DATA FOR REVIEW:

--------------------

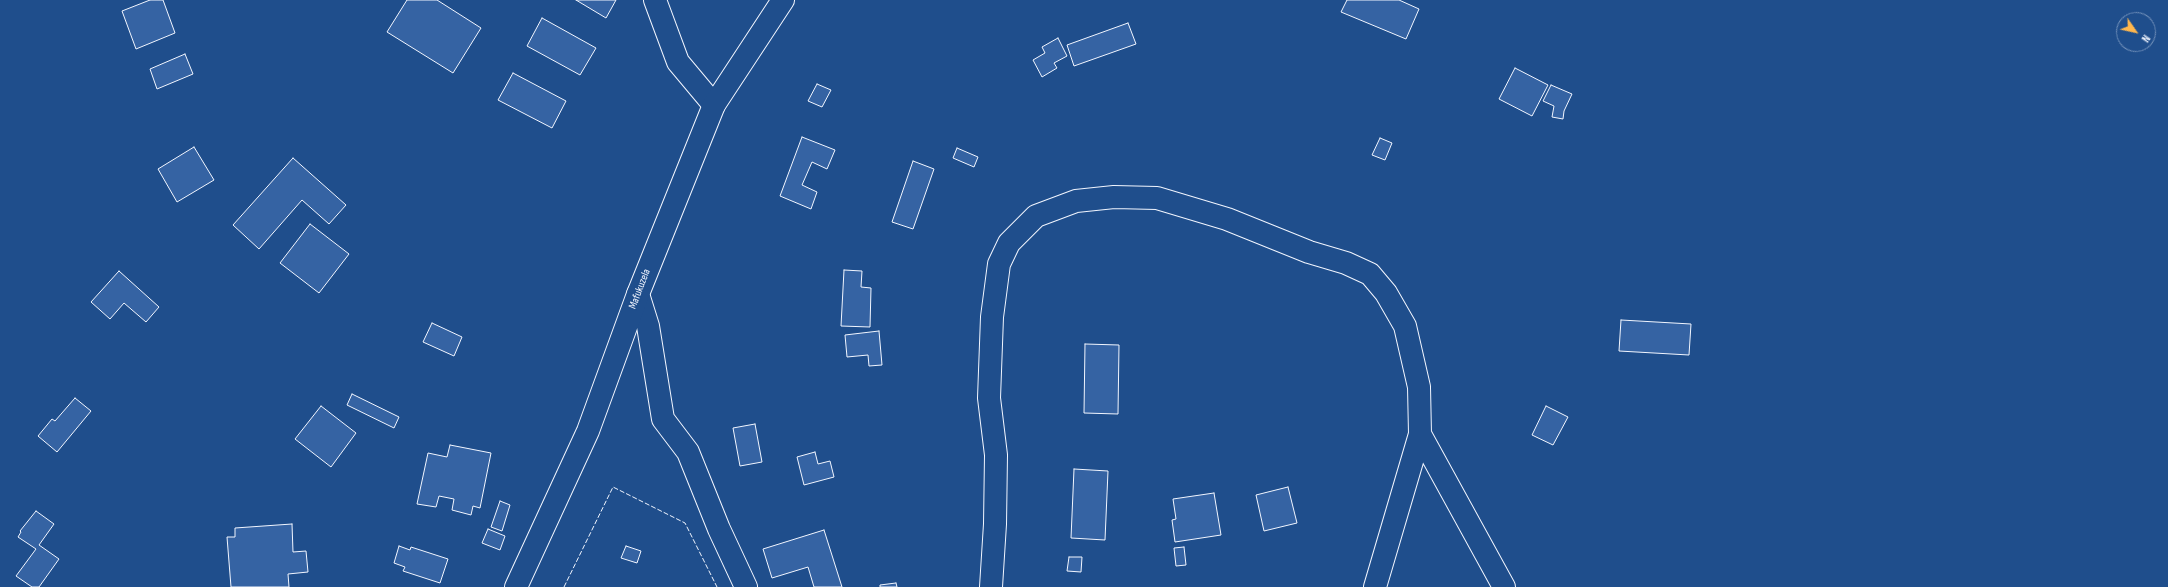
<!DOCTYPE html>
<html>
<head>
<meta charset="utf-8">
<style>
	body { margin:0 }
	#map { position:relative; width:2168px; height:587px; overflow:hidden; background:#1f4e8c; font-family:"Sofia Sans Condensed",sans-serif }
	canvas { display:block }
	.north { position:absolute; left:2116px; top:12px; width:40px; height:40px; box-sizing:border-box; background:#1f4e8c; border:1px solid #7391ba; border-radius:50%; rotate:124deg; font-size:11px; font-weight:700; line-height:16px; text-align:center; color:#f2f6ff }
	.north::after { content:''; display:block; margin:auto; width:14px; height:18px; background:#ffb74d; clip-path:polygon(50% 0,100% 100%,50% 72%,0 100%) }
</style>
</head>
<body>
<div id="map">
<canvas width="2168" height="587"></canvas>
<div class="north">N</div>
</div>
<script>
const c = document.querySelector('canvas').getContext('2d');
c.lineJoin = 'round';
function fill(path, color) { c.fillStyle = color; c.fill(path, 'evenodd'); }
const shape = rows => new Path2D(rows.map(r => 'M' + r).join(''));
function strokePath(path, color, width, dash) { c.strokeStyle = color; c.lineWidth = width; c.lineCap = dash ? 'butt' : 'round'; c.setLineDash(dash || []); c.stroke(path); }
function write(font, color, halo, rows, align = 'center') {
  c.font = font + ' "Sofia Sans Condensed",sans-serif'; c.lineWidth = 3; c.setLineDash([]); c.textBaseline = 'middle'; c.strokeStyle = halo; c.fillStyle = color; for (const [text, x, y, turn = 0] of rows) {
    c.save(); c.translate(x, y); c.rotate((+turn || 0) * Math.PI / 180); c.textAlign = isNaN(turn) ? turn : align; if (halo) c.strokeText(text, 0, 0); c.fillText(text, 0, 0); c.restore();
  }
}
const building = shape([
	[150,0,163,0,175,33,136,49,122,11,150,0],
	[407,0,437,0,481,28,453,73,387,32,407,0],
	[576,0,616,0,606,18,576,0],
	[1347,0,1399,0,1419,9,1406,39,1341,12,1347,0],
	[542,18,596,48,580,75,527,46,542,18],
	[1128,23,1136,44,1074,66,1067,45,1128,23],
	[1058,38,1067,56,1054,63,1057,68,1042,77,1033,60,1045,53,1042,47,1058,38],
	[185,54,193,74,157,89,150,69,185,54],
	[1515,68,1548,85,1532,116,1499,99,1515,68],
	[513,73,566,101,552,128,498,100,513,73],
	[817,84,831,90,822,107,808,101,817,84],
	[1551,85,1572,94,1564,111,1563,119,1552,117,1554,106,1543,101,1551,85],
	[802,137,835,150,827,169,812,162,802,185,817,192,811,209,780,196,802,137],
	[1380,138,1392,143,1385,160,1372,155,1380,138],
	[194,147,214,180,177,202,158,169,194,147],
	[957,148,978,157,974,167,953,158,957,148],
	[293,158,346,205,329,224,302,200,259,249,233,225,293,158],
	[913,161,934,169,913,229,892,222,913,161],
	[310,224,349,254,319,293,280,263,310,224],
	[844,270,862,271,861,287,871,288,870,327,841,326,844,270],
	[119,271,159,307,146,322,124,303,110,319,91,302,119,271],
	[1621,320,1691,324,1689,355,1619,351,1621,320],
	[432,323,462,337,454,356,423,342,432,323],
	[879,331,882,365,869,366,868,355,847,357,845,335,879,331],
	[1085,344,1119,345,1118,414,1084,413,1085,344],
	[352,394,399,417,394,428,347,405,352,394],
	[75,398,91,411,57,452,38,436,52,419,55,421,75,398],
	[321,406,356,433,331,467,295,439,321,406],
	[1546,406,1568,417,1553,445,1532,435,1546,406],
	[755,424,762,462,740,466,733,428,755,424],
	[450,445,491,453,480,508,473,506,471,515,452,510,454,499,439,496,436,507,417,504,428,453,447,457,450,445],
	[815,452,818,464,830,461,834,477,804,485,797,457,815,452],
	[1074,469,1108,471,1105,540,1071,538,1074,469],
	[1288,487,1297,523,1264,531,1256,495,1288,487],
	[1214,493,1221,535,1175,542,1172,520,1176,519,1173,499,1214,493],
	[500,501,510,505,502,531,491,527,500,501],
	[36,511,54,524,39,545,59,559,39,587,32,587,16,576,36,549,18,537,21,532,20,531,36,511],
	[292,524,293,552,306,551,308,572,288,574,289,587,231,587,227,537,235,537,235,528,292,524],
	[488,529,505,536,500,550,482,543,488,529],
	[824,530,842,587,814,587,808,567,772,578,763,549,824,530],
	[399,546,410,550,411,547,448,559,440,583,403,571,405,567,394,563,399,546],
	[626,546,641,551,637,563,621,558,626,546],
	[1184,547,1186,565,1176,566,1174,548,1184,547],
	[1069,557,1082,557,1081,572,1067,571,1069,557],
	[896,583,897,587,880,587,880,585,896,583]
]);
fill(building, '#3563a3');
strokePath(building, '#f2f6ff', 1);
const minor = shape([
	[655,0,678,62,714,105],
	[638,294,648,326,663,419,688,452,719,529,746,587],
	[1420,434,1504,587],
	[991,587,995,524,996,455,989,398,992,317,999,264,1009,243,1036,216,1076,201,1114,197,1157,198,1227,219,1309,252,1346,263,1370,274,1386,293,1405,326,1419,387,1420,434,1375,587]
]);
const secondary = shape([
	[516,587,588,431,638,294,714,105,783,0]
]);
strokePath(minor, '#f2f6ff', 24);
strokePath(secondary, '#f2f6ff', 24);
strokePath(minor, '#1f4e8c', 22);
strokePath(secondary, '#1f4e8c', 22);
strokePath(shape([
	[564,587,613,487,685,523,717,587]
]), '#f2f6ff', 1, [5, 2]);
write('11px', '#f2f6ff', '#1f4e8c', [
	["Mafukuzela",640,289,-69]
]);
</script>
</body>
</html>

--------------------

WORK REQUIRED:
Work out how many lines above have the string "align" in them, and give only the number.

ANSWER SPACE:
3